- _Task instructions_
Every line from the top of the records below through the one containing "inset:0; background:#c8694b; transform-origin:0" must be copied exactly, and the pictures must not be.

- _Provided material_
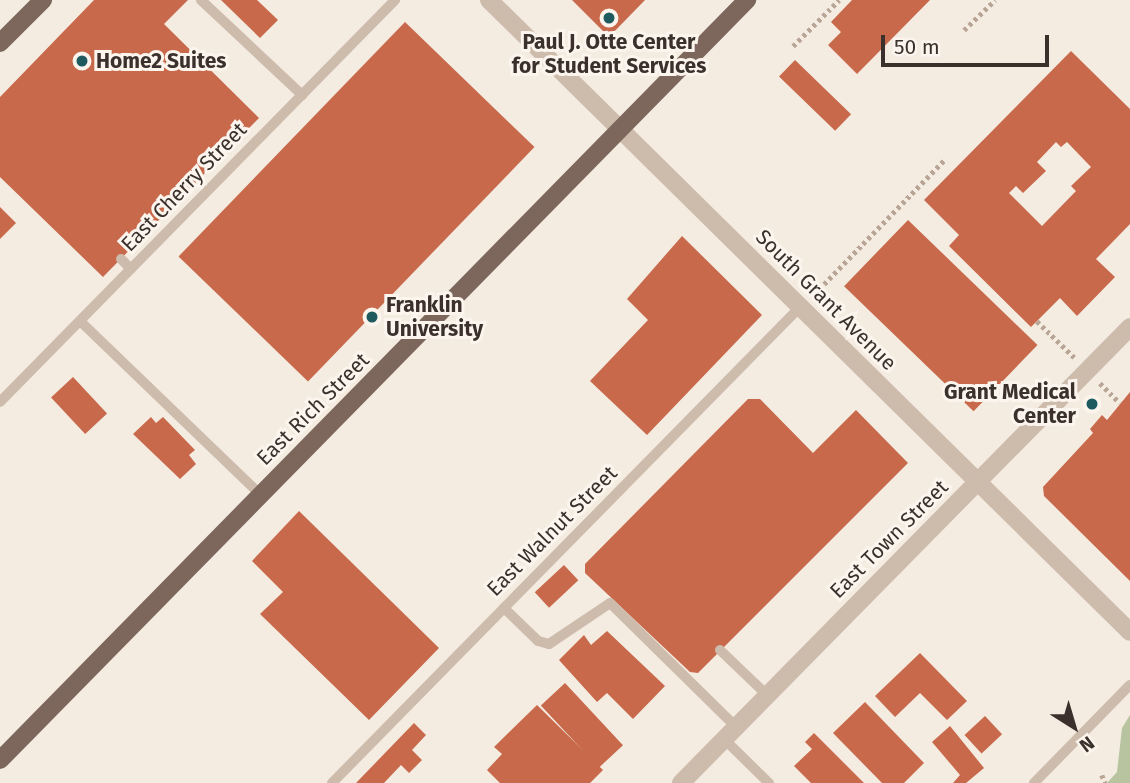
<!DOCTYPE html>
<html>
<head>
<meta charset="utf-8">
<style>
  body { margin:0 }
  #map { position:relative; width:1130px; height:783px; overflow:hidden; background:#f4ebe1; font-family:"Fira Sans",sans-serif }
  div>[style] { position:absolute }
  .green>* { inset:0; background:#b8c4a0 }
  .building>* { inset:0; background:#c8694b; transform-origin:0 0 }
  .path>* { height:4.5px; margin-top:-2.25px; transform-origin:0; background:repeating-linear-gradient(90deg,#b9a596 0 3.5px,transparent 0 7px) }
  .service>* { height:10px; margin:-5px; padding:0 5px; transform-origin:5px; border-radius:5px; background:#cdbbac }
  .tertiary>* { height:18px; margin:-9px; padding:0 9px; transform-origin:9px; border-radius:9px; background:#cdbbac }
  .primary>* { height:18px; margin:-9px; padding:0 9px; transform-origin:9px; border-radius:9px; background:#7d675c }
  .dots>* { width:19px; height:19px; translate:-50% -50%; box-sizing:border-box; border:4px solid #fbf5ee; border-radius:50% }
  span { translate:-50% -50%; white-space:nowrap; text-align:center; line-height:1.15; -webkit-text-stroke:6px #fbf5ee; paint-order:stroke }
  .poi-label { font-size:21px; color:#3b302b; font-weight:700 }
  .left { translate:0 -50%; text-align:left }
  .right { translate:-100% -50%; text-align:right }
  .street-label { font-size:21px; color:#3b302b }
  .north { position:absolute; left:1039px; top:692px; width:70px; height:70px; -webkit-text-stroke:5px #fbf5ee; paint-order:stroke; rotate:143deg; font-size:19px; font-weight:700; line-height:28px; text-align:center; color:#3b302b }
  .north::after { content:''; display:block; margin:auto; width:24px; height:32px; background:#3b302b; clip-path:polygon(50% 0,100% 100%,50% 72%,0 100%) }
  .scale { position:absolute; left:881px; top:35px; width:168px; height:32px; box-sizing:border-box; border:4px solid #3b302b; border-top:0; padding-left:9px; font-size:21px; line-height:24px; white-space:nowrap; color:#3b302b; -webkit-text-stroke:5px #fbf5ee; paint-order:stroke }
</style>
</head>
<body>
<div id="map">
  <div class="green">
    <div style="clip-path:polygon(1130px 715px,1130px 783px,1107px 783px,1117px 772px,1122px 728px)"></div>
  </div>
  <div class="building">
    <div style="clip-path:polygon(94px 0,188px 0,164px 24px,259px 118px,103px 277px,0 177px,0 97px)"></div>
    <div style="clip-path:polygon(221px 0,257px 0,278px 20px,260px 38px)"></div>
    <div style="clip-path:polygon(572px 0,645px 0,609px 37px)"></div>
    <div style="clip-path:polygon(852px 0,930px 0,857px 74px,828px 45px,841px 32px,831px 22px)"></div>
    <div style="left:405px;top:22px;width:180px;height:326px;rotate:44deg"></div>
    <div style="clip-path:polygon(evenodd,1071px 51px,1130px 109px,1130px 224px,1096px 259px,1115px 277px,1077px 316px,1060px 298px,1031px 327px,949px 246px,959px 235px,924px 200px,1071px 51px,1056px 142px,1061px 147px,1067px 142px,1091px 167px,1071px 186px,1076px 191px,1042px 226px,1009px 193px,1016px 186px,1023px 193px,1046px 171px,1037px 162px,1056px 142px)"></div>
    <div style="left:795px;top:60px;width:78px;height:23px;rotate:44deg"></div>
    <div style="clip-path:polygon(0 207px,16px 223px,0 239px)"></div>
    <div style="left:908px;top:220px;width:180px;height:92px;rotate:44deg"></div>
    <div style="clip-path:polygon(682px 236px,762px 315px,647px 435px,590px 381px,648px 320px,627px 299px)"></div>
    <div style="left:73px;top:377px;width:50px;height:30px;rotate:47deg"></div>
    <div style="clip-path:polygon(1130px 392px,1130px 581px,1044px 496px,1043px 487px,1093px 433px,1090px 429px,1102px 415px,1107px 420px)"></div>
    <div style="clip-path:polygon(748px 399px,760px 399px,813px 453px,856px 410px,908px 463px,698px 673px,690px 672px,585px 573px,585px 564px)"></div>
    <div style="clip-path:polygon(151px 417px,156px 423px,163px 417px,195px 450px,189px 455px,196px 464px,180px 479px,133px 434px)"></div>
    <div style="clip-path:polygon(299px 511px,439px 648px,369px 720px,260px 614px,283px 592px,252px 561px)"></div>
    <div style="left:564px;top:565px;width:21px;height:40px;rotate:47deg"></div>
    <div style="clip-path:polygon(607px 631px,665px 686px,633px 719px,607px 693px,597px 702px,559px 660px,584px 635px,591px 645px)"></div>
    <div style="clip-path:polygon(920px 653px,967px 701px,947px 720px,920px 693px,895px 717px,875px 696px)"></div>
    <div style="left:565px;top:683px;width:85px;height:33px;rotate:47deg"></div>
    <div style="clip-path:polygon(865px 702px,924px 763px,904px 783px,882px 783px,833px 733px)"></div>
    <div style="clip-path:polygon(537px 705px,603px 770px,590px 783px,500px 783px,487px 770px,502px 754px,494px 747px)"></div>
    <div style="left:985px;top:716px;width:25px;height:28px;rotate:47deg"></div>
    <div style="clip-path:polygon(414px 723px,426px 735px,412px 750px,422px 760px,409px 773px,401px 765px,384px 783px,356px 783px)"></div>
    <div style="clip-path:polygon(950px 726px,984px 768px,966px 783px,953px 783px,960px 775px,932px 742px)"></div>
    <div style="clip-path:polygon(814px 733px,864px 783px,811px 783px,794px 766px,812px 749px,805px 742px)"></div>
  </div>
  <div class="path">
    <div style="left:964px;top:30px;width:43px;rotate:-44.1deg"></div>
    <div style="left:793px;top:46px;width:65px;rotate:-45deg"></div>
    <div style="left:824px;top:284px;width:173px;rotate:-45.9deg"></div>
    <div style="left:1037px;top:321px;width:52px;rotate:44.2deg"></div>
    <div style="left:1100px;top:383px;width:28px;rotate:45deg"></div>
    <div style="left:1102px;top:775px;width:9px;rotate:69deg"></div>
  </div>
  <div class="service">
    <div style="left:201px;top:0;width:139px;rotate:43.2deg"></div>
    <div style="left:121px;top:259px;width:14px;rotate:45deg"></div>
    <div style="left:80px;top:321px;width:251px;rotate:43.9deg"></div>
    <div style="left:0;top:402px;width:564px;rotate:-45.5deg"></div>
    <div style="left:504px;top:608px;width:47px;rotate:44.1deg"></div>
    <div style="left:538px;top:641px;width:11px;rotate:15deg"></div>
    <div style="left:549px;top:644px;width:73px;rotate:-33.9deg"></div>
    <div style="left:610px;top:603px;width:177px;rotate:44.5deg"></div>
    <div style="left:720px;top:650px;width:65px;rotate:43.8deg"></div>
    <div style="left:724px;top:739px;width:63px;rotate:44.4deg"></div>
    <div style="left:332px;top:783px;width:668px;rotate:-45.49deg"></div>
    <div style="left:1034px;top:783px;width:137px;rotate:-45.6deg"></div>
  </div>
  <div class="tertiary">
    <div style="left:489px;top:0;width:900px;rotate:44.59deg"></div>
    <div style="left:681px;top:783px;width:640px;rotate:-45.44deg"></div>
  </div>
  <div class="primary">
    <div style="left:0;top:43px;width:61px;rotate:-45deg"></div>
    <div style="left:0;top:760px;width:1066px;rotate:-45.49deg"></div>
  </div>
  <div class="dots">
    <div style="left:609px;top:18px;background:#1f5a5e"></div>
    <div style="left:82px;top:61px;background:#1f5a5e"></div>
    <div style="left:372px;top:317px;background:#1f5a5e"></div>
    <div style="left:1092px;top:404px;background:#1f5a5e"></div>
  </div>
  <div class="poi-label">
    <span style="left:609px;top:54px">Paul J. Otte Center<br>for Student Services</span>
    <span class="left" style="left:96px;top:61px">Home2 Suites</span>
    <span class="left" style="left:386px;top:317px">Franklin<br>University</span>
    <span class="right" style="left:1076px;top:404px">Grant Medical<br>Center</span>
  </div>
  <div class="street-label">
    <span style="left:184px;top:187px;rotate:-46deg">East Cherry Street</span>
    <span style="left:826px;top:300px;rotate:45deg">South Grant Avenue</span>
    <span style="left:313px;top:409px;rotate:-45deg">East Rich Street</span>
    <span style="left:552px;top:531px;rotate:-45deg">East Walnut Street</span>
    <span style="left:889px;top:539px;rotate:-45deg">East Town Street</span>
  </div>
  <div class="north">N</div>
  <div class="scale">50 m</div>
</div>
</body>
</html>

- _Exercise solution_
<!DOCTYPE html>
<html>
<head>
<meta charset="utf-8">
<style>
  body { margin:0 }
  #map { position:relative; width:1130px; height:783px; overflow:hidden; background:#f4ebe1; font-family:"Fira Sans",sans-serif }
  div>[style] { position:absolute }
  .green>* { inset:0; background:#b8c4a0 }
  .building>* { inset:0; background:#c8694b; transform-origin:0 0 }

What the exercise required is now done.